Abbreviations: ACKD, acute on chronic kidney disease; ALP, alkaline phosphatase; ALT, alanine transaminase; AST, aspartate transaminase; CK, creatine kinase; DGGR lipase, 1,2‐o‐dilauryl‐Rac‐glycero glutaric acid‐(6′‐methylresorufin) ester‐lipase; GGT, gamma‐glutamyltranspeptidase; RI, reference interval.

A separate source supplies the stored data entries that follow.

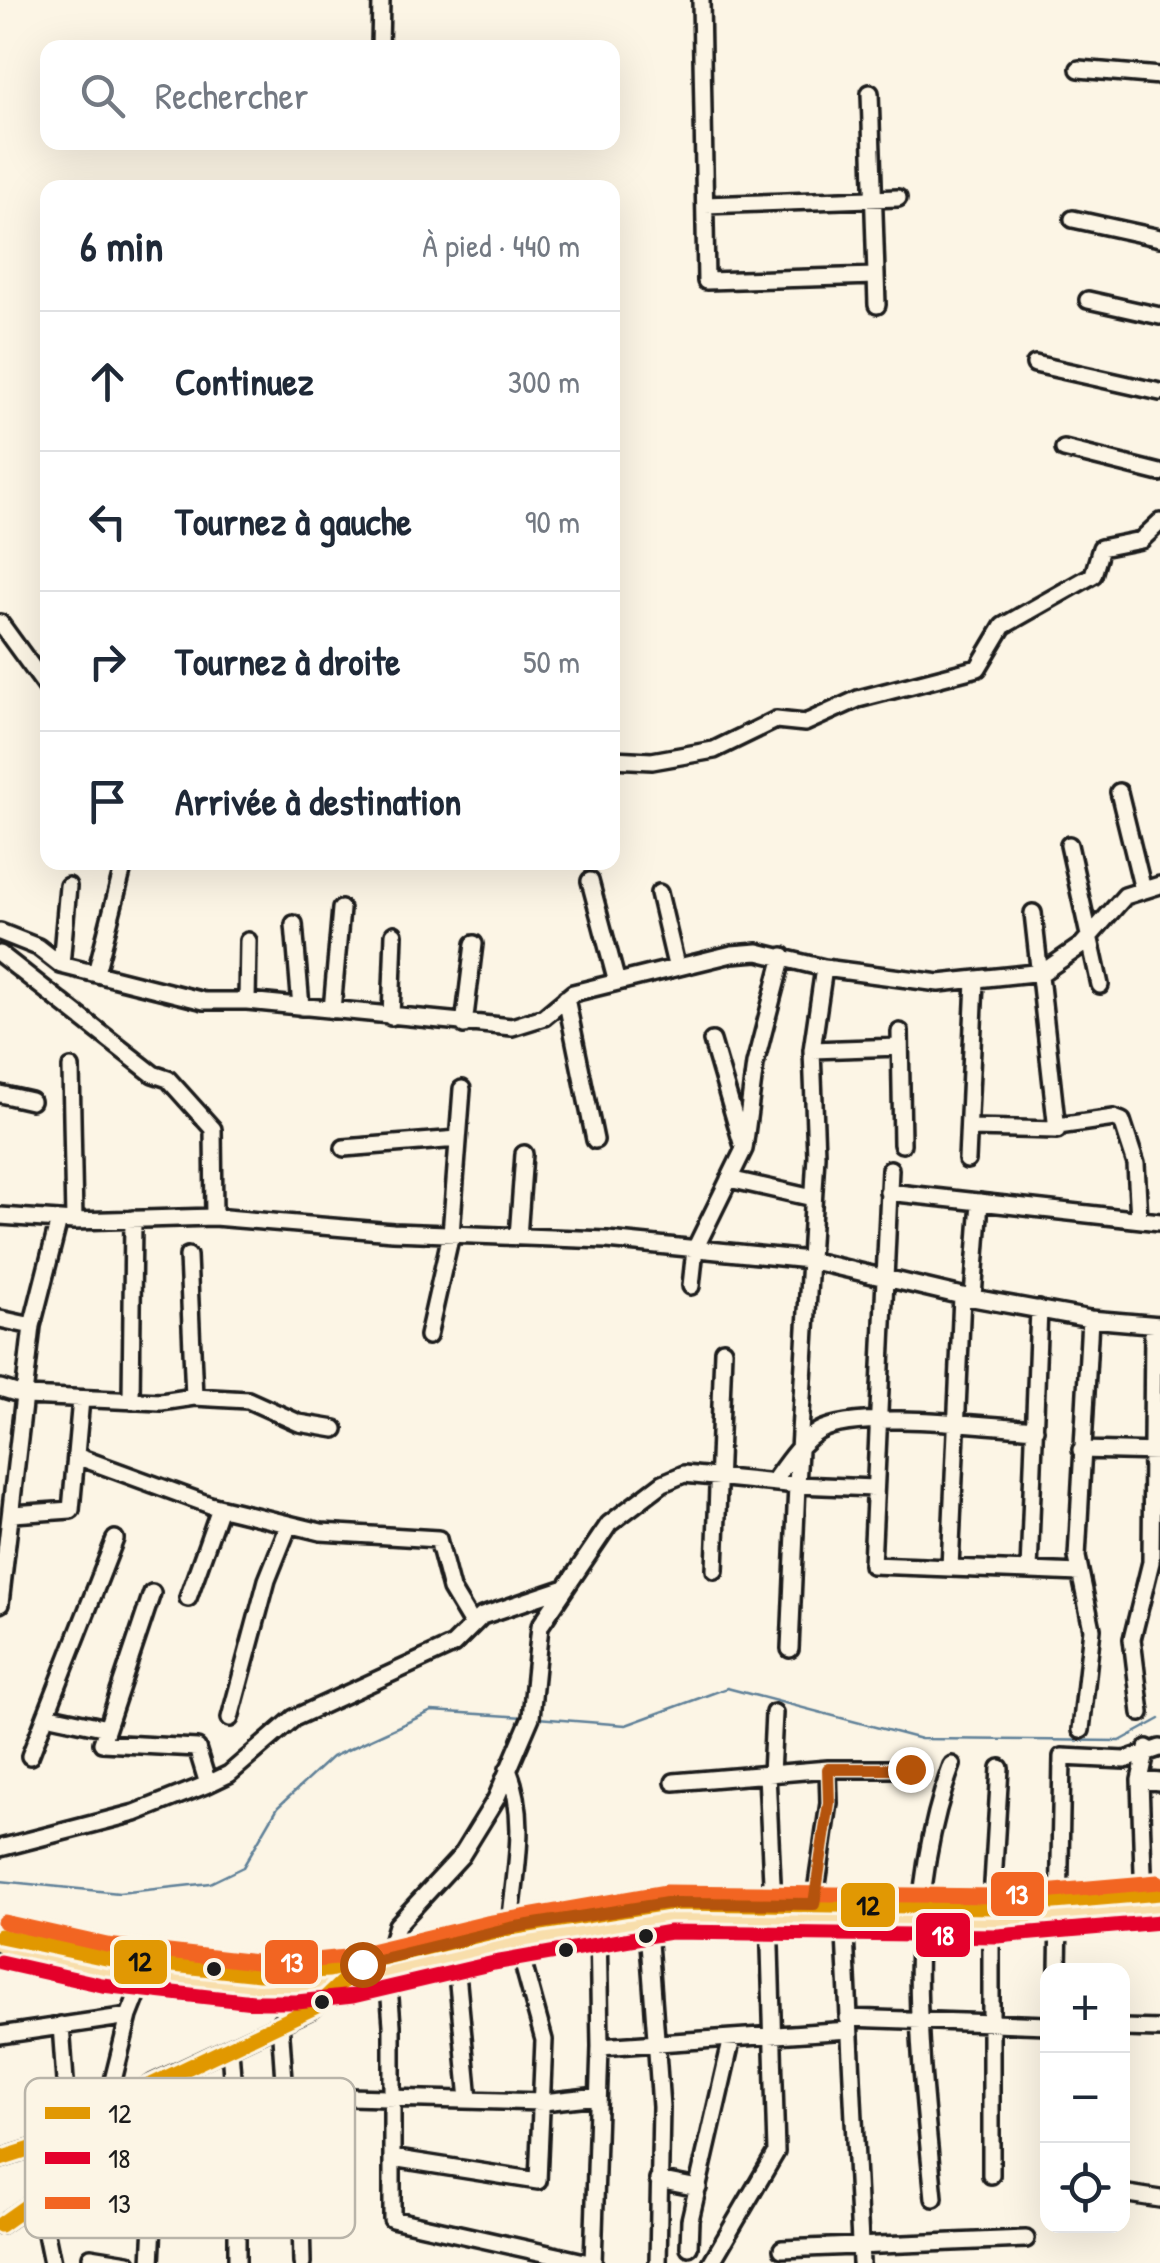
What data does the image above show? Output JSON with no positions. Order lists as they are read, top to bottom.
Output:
{
  "lines": ["transit line 13", "transit line 12", "transit line 18"],
  "legend": ["12", "18", "13"],
  "page": {
    "search": "Rechercher",
    "heading": ["6 min", "À pied · 440 m"],
    "list": [
      ["Continuez", "300 m"],
      ["Tournez à gauche", "90 m"],
      ["Tournez à droite", "50 m"],
      "Arrivée à destination"
    ],
    "map_buttons": ["+", "−"]
  }
}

In a multivariable forward regression model including age, rectal temperature, sCr, phosphorus, urea concentrations, and venous blood pH, only phosphorous concentration remained significantly associated with the outcome (P = .02; 95% confidence interval [95% CI] = 1.03‐1.39), while the difference in age did not reach significance (P = .06; 95% CI = 0.999‐1.026). The overall correct classification was 68% (Hosmer and Lemeshow goodness of fit = 0.303). The area under the curve for phosphorus as an outcome predictor was 0.68 (95% CI = 0.56‐0.78). A cutoff value of 16.7 mg/dL corresponded to sensitivity and specificity of 53% and 77%, respectively.

3.5. Urinalysis

The median urine specific gravity of the entire cohort was 1.015 (range = 1.006‐1.040). The urine specific gravity did not differ between the outcome groups (P = .15). The most frequent urinalysis abnormalities were bacteriuria, hematuria, proteinuria, and pyuria (Table 5). Urine culture was positive in 16/56 cats (29%) (Table 5). The isolated bacteria included Escherichia coli (9 cats; 56%), Pseudomonas aeruginosa (2 cats; 12.5%), and Streptococcus canis, Proteus mirabilis and Enterococcus faecium (1 cat each; 6%). Two isolates were not specified (12.5%).

TABLE 5.

Urinalysis abnormalities in 87 cats with ACKD and available urinalysis results (in 3 cats only sediment evaluation was available) and 56 cats with available urine culture results

Analyte Positive result n (%)
Bacteriuria 30/87 (35)
Urine culture 16/56 (29)
Hematuria 25/87 (29)
Pyuria 17/87 (20)
Glucosuria 15/84 (18)
Proteinuria 74/84 (88)
Ketonuria 4/84 (5)
Bilirubinuria 3/84 (4)
Cylinduria 3/87 (3)
Crystalluria 2/87 (2)
Urobilinogenuria 1/84 (1)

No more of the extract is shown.